Warmth and Warning from Baxter

Filed under: Book Reviews, Church, Puritanism — Michael Pate @ 10:42 am

I’ve picked up The Reformed Pastor by Richard Baxter again partially because I finished another Puritan Paperback (if you don’t know what I am talking about check them out here) and because I am going to start leading a Community Group at my church this fall. I am about a third through it and all I can say is Baxter provides such a warmth and warning to those who would dare lead in the church at all. The warmth comes from a God centeredness, in statements like,

“As you may render him more service, so you may do him more disservice than others. The nearer men stand to God, the greater dishonor hath he by their miscarriages; and more will they be imputed by foolish men to God himself.” (78)

and the warning to live holy lives because people are watching all the more,

“Take heed to yourselves, lest your example contradict your doctrine, and lest you lay such stumbling-blocks before the blind, as may be the occasion of their ruin, lest you unsay with your lives, what you say with your tongues; and be the greatest hinderers of the success of your own labours.” (63)

I hope in the future to post my favorite quotes from The Reformed Pastor as I did from the The Mortification of Sin.

August 2, 2007

Favorite Quotes from ‘The Mortification of Sin’

Filed under: Book Reviews, Quotes, Theology — Michael Pate @ 4:08 pm

I finally finished The Mortification of Sin by John Owen for the second time. I must say that it is a book that gets much richer the second time around. I can’t say though that of all the Puritans I have read it transformed my Christian walk like J. I. Packer’s, The Doctrine of Repentance by Thomas Watson holds that place. Nonetheless, The Mortification of Sin is a superb book well worth its arduous read and worth apply to one’s Christian sojourn.

One of the things that I wish more book reviews had in them were more quotes from the book. I know that pulling quotes out of context can be deadly but I’d rather those of you who have not read the book get the highlights from Owen himself. I want you to taste this work itself to inspire you to read it, not to tell you what it tastes like. So without further ado, here are my favorite quotes from The Mortification of Sin.

“the vigor, and power, and comfort of our spiritual life depend on the mortification of the deeds of the flesh.” (p.24)

“Be killing sin, or it will be killing you” (p.26)

“When sin lets us alone, we may let it alone: but as sin is never less quiet than when it seems to be the most quiet, and its waters are for the most part deep when they are still, so ought our contrivances against it to be vigorous at all times, in all conditions, even where there is least suspicion.” (p.28)

“[Sin] is modest, as it were, in its first motions and proposals; but having once got footing in the heart by them, it constantly makes good its ground, and presseth on to some degrees in the same kind.” (p.31)

“Not to be daily mortifying sin is to sin against the goodness, kindness, wisdom, grace and love of God, who hath furnished us with a principle of doing it.” (p.32)

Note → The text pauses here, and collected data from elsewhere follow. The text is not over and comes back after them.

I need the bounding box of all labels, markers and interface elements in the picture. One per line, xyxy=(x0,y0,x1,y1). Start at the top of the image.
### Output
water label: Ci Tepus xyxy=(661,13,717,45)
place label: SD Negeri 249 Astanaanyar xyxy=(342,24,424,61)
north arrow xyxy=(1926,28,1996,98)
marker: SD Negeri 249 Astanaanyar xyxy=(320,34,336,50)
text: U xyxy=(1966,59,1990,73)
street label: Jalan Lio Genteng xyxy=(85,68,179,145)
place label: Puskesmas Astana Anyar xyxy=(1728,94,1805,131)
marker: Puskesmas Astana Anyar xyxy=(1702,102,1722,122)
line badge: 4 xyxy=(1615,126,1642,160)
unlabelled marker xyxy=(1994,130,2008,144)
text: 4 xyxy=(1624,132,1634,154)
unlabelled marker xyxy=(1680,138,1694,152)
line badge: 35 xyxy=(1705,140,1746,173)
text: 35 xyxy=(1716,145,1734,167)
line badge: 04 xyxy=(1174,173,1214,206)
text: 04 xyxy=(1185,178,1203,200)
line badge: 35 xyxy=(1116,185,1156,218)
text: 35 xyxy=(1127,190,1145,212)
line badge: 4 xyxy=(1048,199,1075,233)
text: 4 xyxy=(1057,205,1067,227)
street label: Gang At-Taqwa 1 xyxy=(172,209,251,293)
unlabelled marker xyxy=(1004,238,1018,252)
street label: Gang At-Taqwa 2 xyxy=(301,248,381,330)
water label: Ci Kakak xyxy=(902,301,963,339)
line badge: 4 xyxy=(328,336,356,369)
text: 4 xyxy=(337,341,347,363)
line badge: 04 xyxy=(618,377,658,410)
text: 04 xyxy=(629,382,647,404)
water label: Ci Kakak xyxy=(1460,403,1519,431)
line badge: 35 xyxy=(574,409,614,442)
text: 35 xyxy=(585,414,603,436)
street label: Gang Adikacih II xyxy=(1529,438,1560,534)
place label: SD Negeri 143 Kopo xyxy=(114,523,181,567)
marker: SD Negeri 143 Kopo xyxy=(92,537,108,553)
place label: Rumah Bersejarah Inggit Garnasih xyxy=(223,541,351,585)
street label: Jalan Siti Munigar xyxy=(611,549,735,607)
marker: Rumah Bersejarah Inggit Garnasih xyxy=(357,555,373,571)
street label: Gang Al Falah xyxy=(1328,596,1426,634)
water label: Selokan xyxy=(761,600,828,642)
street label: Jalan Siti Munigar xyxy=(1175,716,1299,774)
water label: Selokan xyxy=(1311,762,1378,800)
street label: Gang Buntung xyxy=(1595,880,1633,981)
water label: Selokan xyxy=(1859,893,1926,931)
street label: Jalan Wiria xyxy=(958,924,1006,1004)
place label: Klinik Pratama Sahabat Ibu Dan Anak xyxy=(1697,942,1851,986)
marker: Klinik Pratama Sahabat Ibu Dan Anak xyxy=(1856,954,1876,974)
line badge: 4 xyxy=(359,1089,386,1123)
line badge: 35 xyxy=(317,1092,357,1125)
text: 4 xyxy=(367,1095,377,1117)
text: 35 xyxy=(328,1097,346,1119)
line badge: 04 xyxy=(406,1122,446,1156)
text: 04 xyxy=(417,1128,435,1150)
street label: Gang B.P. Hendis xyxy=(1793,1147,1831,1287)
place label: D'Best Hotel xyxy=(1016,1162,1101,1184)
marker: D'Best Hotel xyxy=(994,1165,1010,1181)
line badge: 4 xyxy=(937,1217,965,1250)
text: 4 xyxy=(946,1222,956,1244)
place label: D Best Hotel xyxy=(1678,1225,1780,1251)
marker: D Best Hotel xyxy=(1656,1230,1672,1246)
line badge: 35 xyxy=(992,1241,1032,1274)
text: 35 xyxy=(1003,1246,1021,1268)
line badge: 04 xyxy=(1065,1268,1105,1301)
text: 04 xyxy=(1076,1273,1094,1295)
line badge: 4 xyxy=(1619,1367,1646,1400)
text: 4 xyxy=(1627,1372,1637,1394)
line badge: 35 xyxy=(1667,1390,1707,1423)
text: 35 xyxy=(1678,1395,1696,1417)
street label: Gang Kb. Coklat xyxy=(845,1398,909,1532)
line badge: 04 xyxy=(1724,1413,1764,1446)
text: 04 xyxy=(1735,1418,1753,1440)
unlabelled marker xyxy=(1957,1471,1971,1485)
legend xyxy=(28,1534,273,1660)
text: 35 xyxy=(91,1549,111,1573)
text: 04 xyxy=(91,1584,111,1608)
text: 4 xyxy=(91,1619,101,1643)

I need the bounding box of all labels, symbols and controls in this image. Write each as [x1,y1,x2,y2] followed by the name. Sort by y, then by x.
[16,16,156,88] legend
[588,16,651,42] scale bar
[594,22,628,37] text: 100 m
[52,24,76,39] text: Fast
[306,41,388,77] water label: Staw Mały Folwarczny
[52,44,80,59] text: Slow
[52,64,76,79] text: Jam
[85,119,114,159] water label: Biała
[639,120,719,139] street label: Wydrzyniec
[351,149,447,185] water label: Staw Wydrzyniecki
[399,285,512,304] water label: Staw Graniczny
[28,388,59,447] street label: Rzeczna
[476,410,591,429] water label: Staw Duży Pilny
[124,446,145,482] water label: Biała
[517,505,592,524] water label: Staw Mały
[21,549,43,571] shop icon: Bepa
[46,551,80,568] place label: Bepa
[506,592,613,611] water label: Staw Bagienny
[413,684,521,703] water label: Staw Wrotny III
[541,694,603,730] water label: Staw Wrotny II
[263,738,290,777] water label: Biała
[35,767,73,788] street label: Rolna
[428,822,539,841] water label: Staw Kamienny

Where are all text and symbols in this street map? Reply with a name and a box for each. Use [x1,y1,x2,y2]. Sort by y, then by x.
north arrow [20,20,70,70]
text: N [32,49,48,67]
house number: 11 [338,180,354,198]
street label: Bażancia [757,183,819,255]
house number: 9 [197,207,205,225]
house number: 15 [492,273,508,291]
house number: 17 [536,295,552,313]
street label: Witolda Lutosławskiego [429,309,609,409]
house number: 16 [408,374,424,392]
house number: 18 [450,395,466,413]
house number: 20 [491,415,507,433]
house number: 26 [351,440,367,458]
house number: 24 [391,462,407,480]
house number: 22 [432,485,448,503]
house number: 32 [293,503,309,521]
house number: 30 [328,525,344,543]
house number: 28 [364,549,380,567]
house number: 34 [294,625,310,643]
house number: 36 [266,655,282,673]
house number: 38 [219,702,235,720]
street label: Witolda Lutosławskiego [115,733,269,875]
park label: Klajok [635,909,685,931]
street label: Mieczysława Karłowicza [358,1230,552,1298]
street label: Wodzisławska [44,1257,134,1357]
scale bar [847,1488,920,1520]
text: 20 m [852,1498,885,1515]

“Let not that man think he makes any progress in holiness, who walks not over the neck of his lusts.” (p.34) (more…)

December 1, 2006

Book Review: “Confessions of a Reformission Rev.”

Filed under: Book Reviews — Michael Pate @ 11:54 pm

Confesssions of a Reformission Rev.: Hard Lessons from an Emerging Missional Church
By Mark Driscoll

Ah, yes. Now is the time when finals are over for us seminarians and now we have the time to read the books we have been wanting to read all semester. This is no shot at the books that the profs make us read for class, they are superb books and most students want to read the books they are assigned. But I think because of our sinful rebellious nature we do not want to read the books we are assigned but only those we do not have to read at the moment.

The very readable and enjoyable book is about Driscoll’s journey in building and growing Mars Hill Church in Seattle. He spares telling of few of the heartaches that he and the church endured through that growth and that leads one to respect Driscoll all the more. (You have to give props to a man who will publish the fact that he crapped his pants while preaching.) I was first exposed to Mark Driscoll at this years Desiring God Conference and since then have been wanting to know more about Driscoll since he started the Acts 29 Network of which my church is apart of. The book is set out in chronological order the growth of Mars Hill Church from being a small group that met in the summer for Bible studies in a park to a church that has around 4,000 people attending multiple services each Sunday but has no paid janitorial staff, which says a lot about the member care for and involvement in the church. One of the things I like most about the book is the fact that Driscoll is brutally honest about how he feels about certain things of which I would say he is right on about.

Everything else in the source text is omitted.